*** Given material Section Begins ***
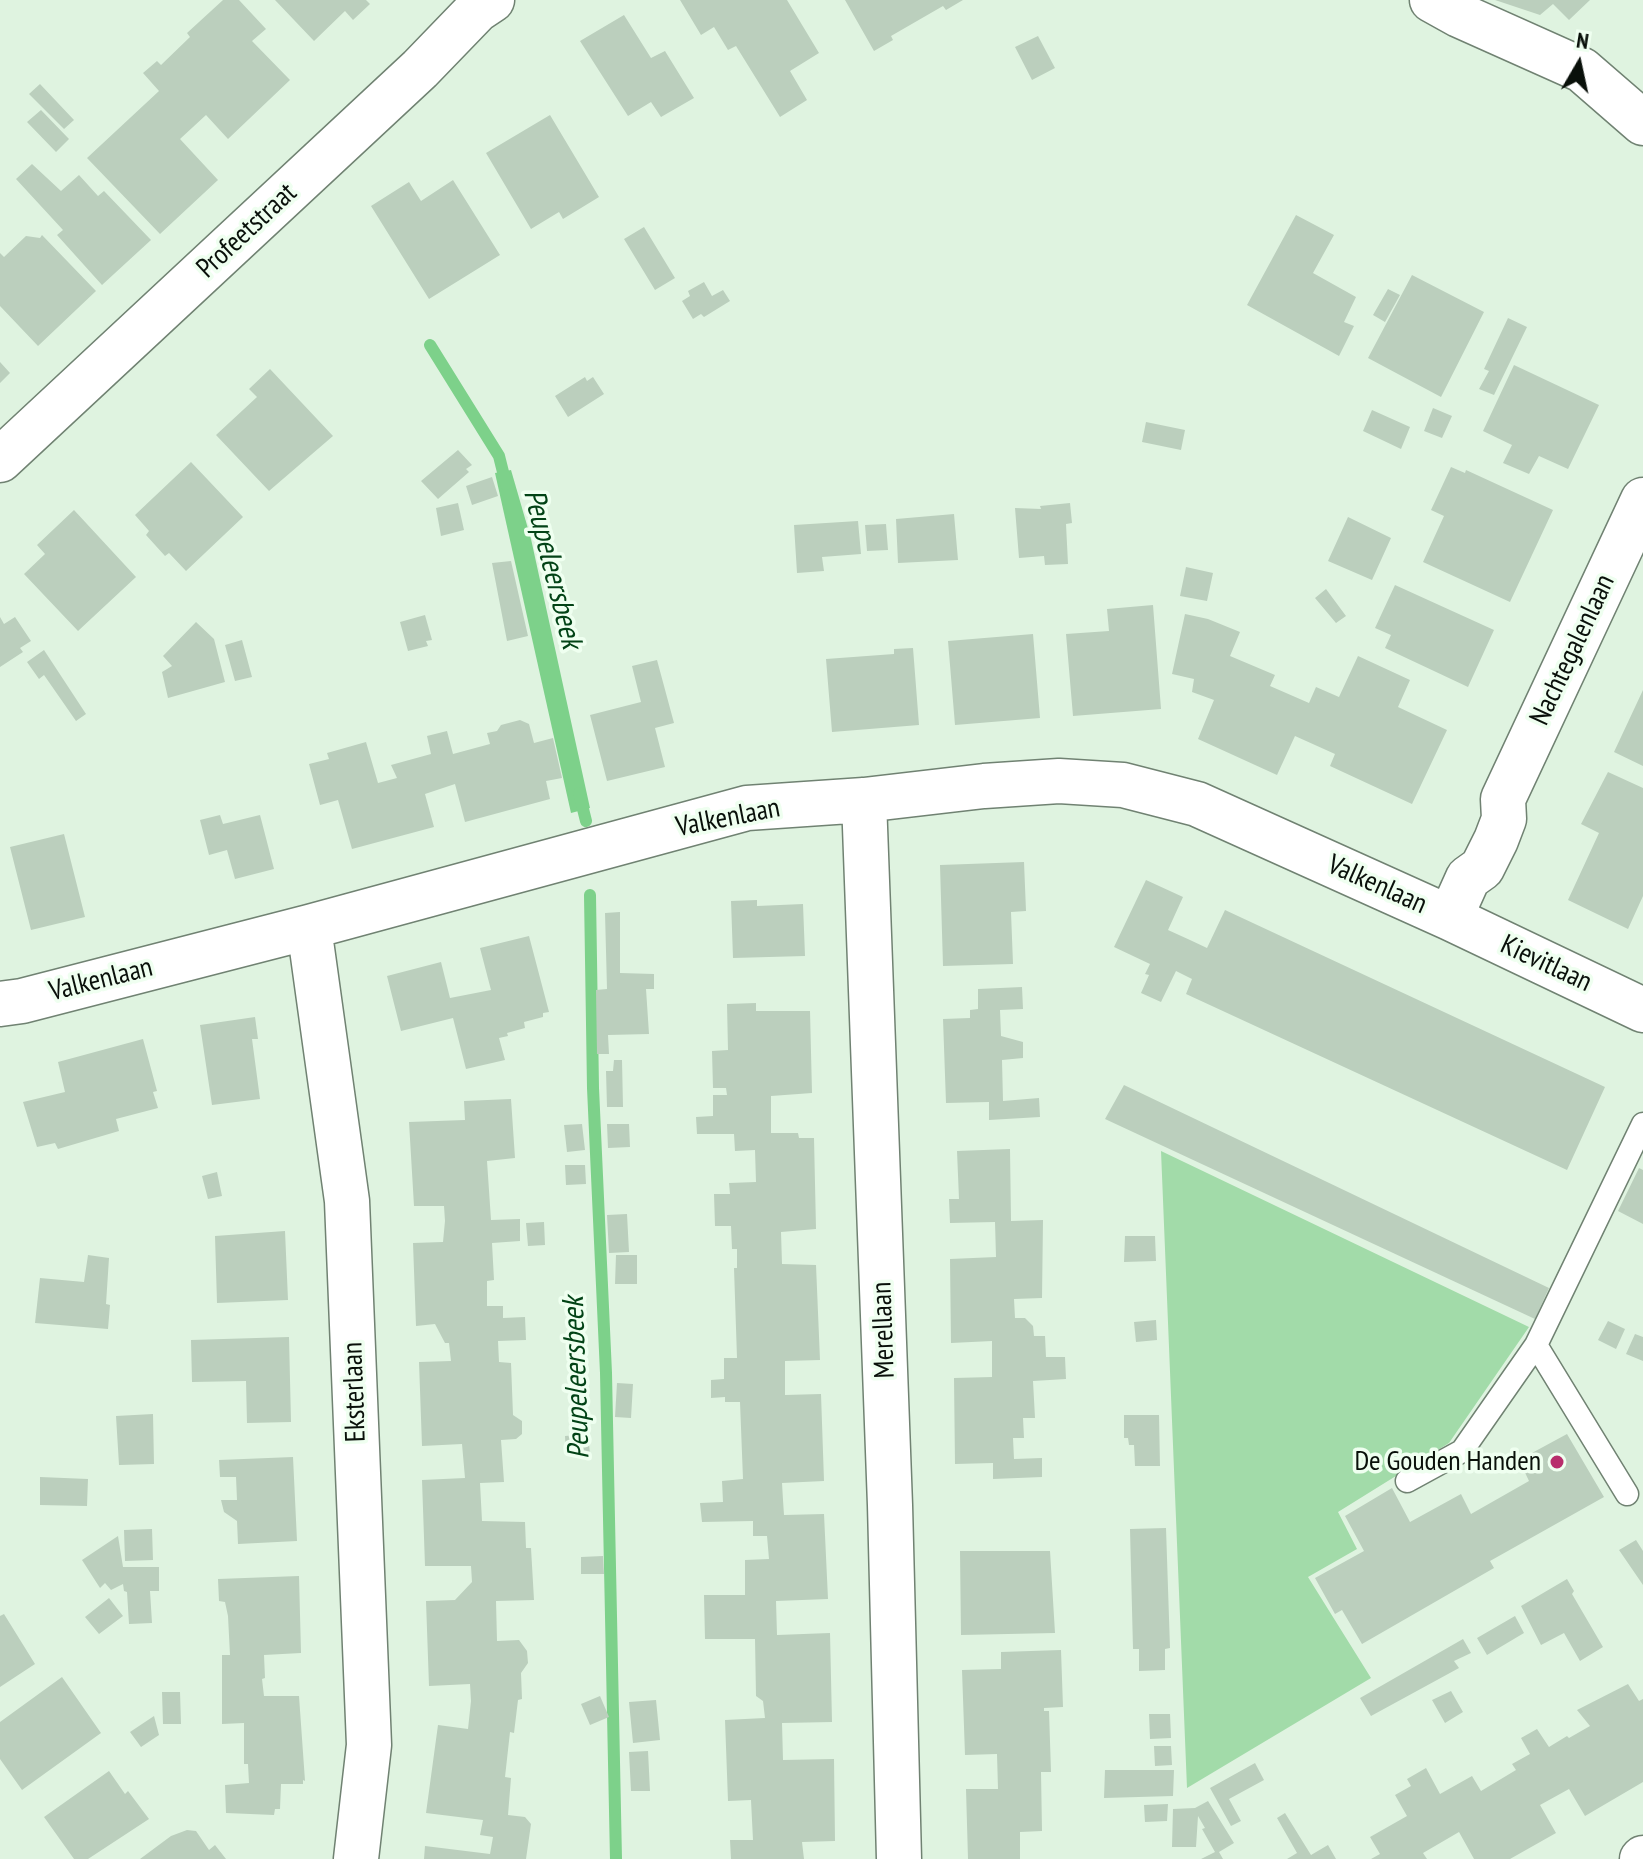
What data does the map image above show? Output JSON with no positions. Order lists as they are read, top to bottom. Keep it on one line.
{"streets":{"street":["Profeetstraat","Nachtegalenlaan","Valkenlaan","Kievitlaan","Merellaan","Eksterlaan"]},"crossings":[["Nachtegalenlaan","Valkenlaan"],["Nachtegalenlaan","Kievitlaan"],["Valkenlaan","Kievitlaan"],["Valkenlaan","Merellaan"],["Valkenlaan","Eksterlaan"]],"water":["Peupeleersbeek"],"places":["De Gouden Handen"],"north":"top"}
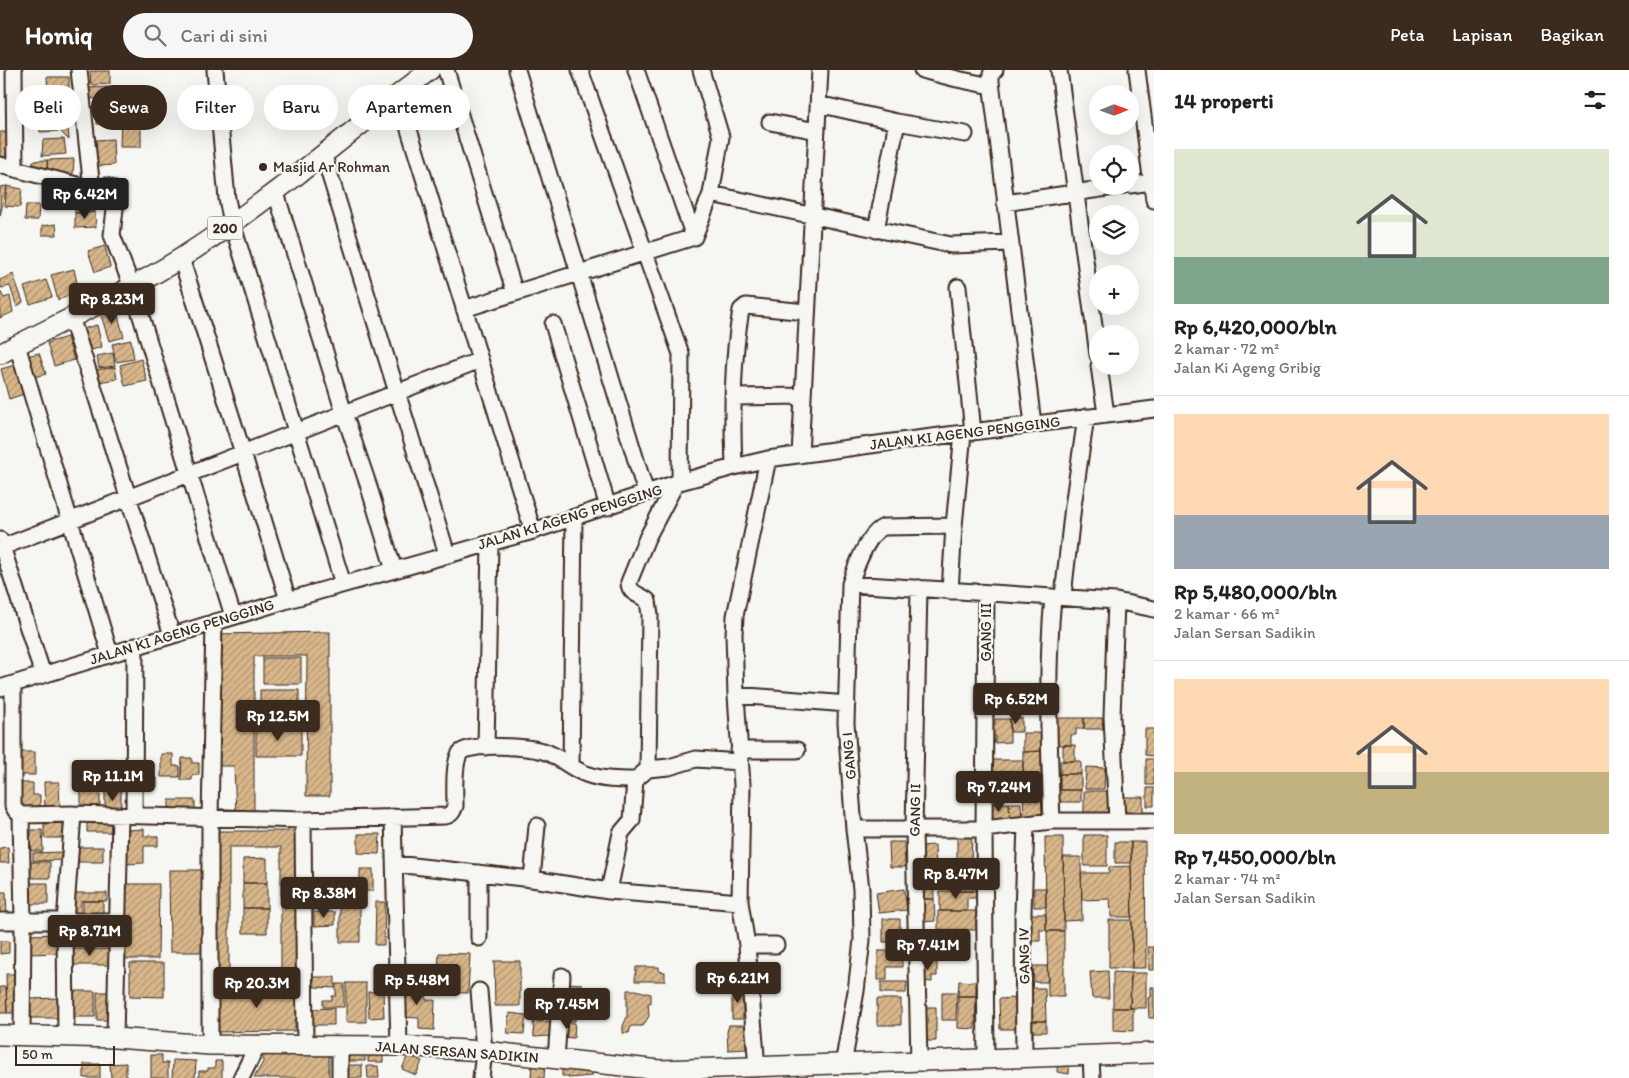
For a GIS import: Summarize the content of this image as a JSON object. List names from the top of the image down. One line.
{"streets":{"main road":["200","JALAN SERSAN SADIKIN"],"street":["JALAN KI AGENG PENGGING","GANG III","GANG I","GANG II","GANG IV"]},"crossings":[["GANG III","JALAN SERSAN SADIKIN"],["GANG I","JALAN SERSAN SADIKIN"],["GANG II","JALAN SERSAN SADIKIN"],["GANG IV","JALAN SERSAN SADIKIN"]],"places":["Masjid Ar Rohman"],"scale_bar":"50 m","north":"right","page":{"header":"Homiq","search":"Cari di sini","nav":["Peta","Lapisan","Bagikan"],"heading":"14 properti","map_buttons":["+","−"],"chip":["Beli","Sewa","Filter","Baru","Apartemen"],"list":[{"name":"Rp 6,420,000/bln","note":"2 kamar · 72 m² · Jalan Ki Ageng Gribig"},{"name":"Rp 5,480,000/bln","note":"2 kamar · 66 m² · Jalan Sersan Sadikin"},{"name":"Rp 7,450,000/bln","note":"2 kamar · 74 m² · Jalan Sersan Sadikin"}],"price":["Rp 6.42M","Rp 8.23M","Rp 6.52M","Rp 12.5M","Rp 11.1M","Rp 7.24M","Rp 8.47M","Rp 8.38M","Rp 8.71M","Rp 7.41M","Rp 6.21M","Rp 5.48M","Rp 20.3M","Rp 7.45M"],"scale":"50 m"}}
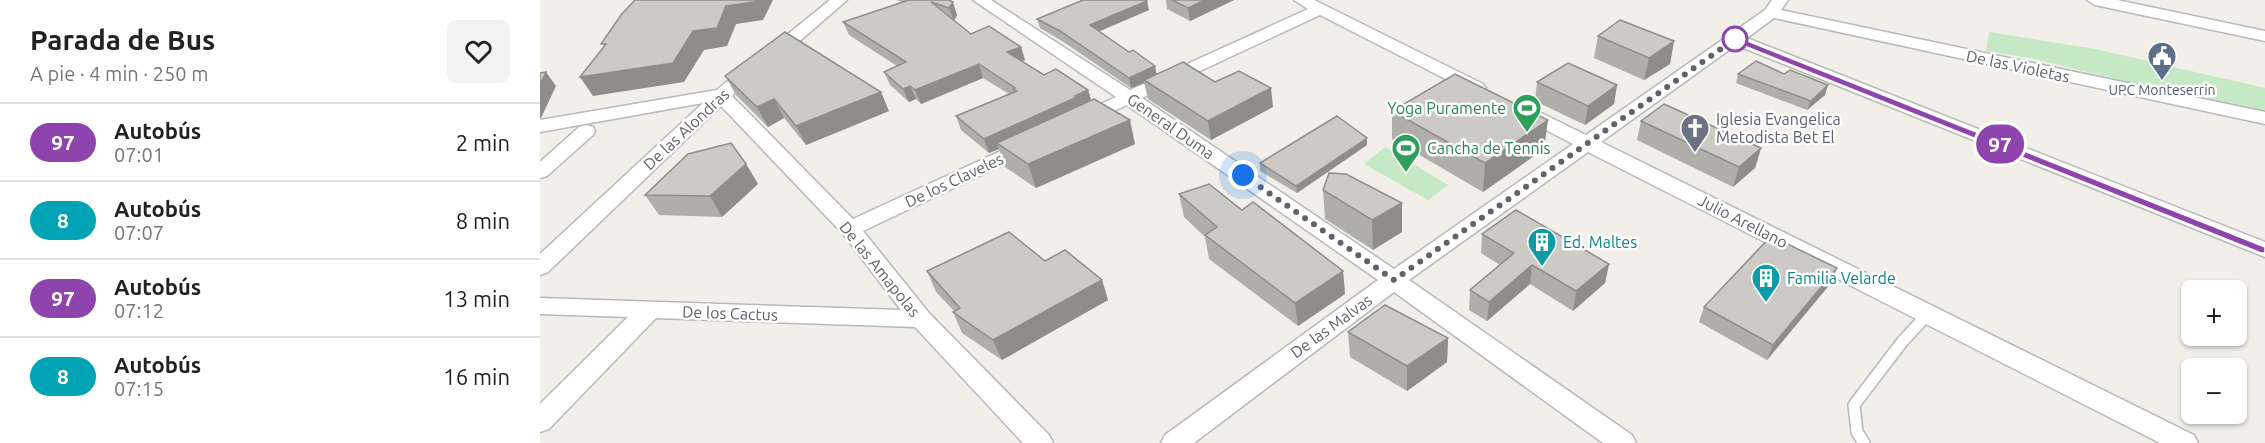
*** Given material Section Ends ***
• Work instructions
From the material above, count the lines that include "streets" and give only the total.

• Task solution
2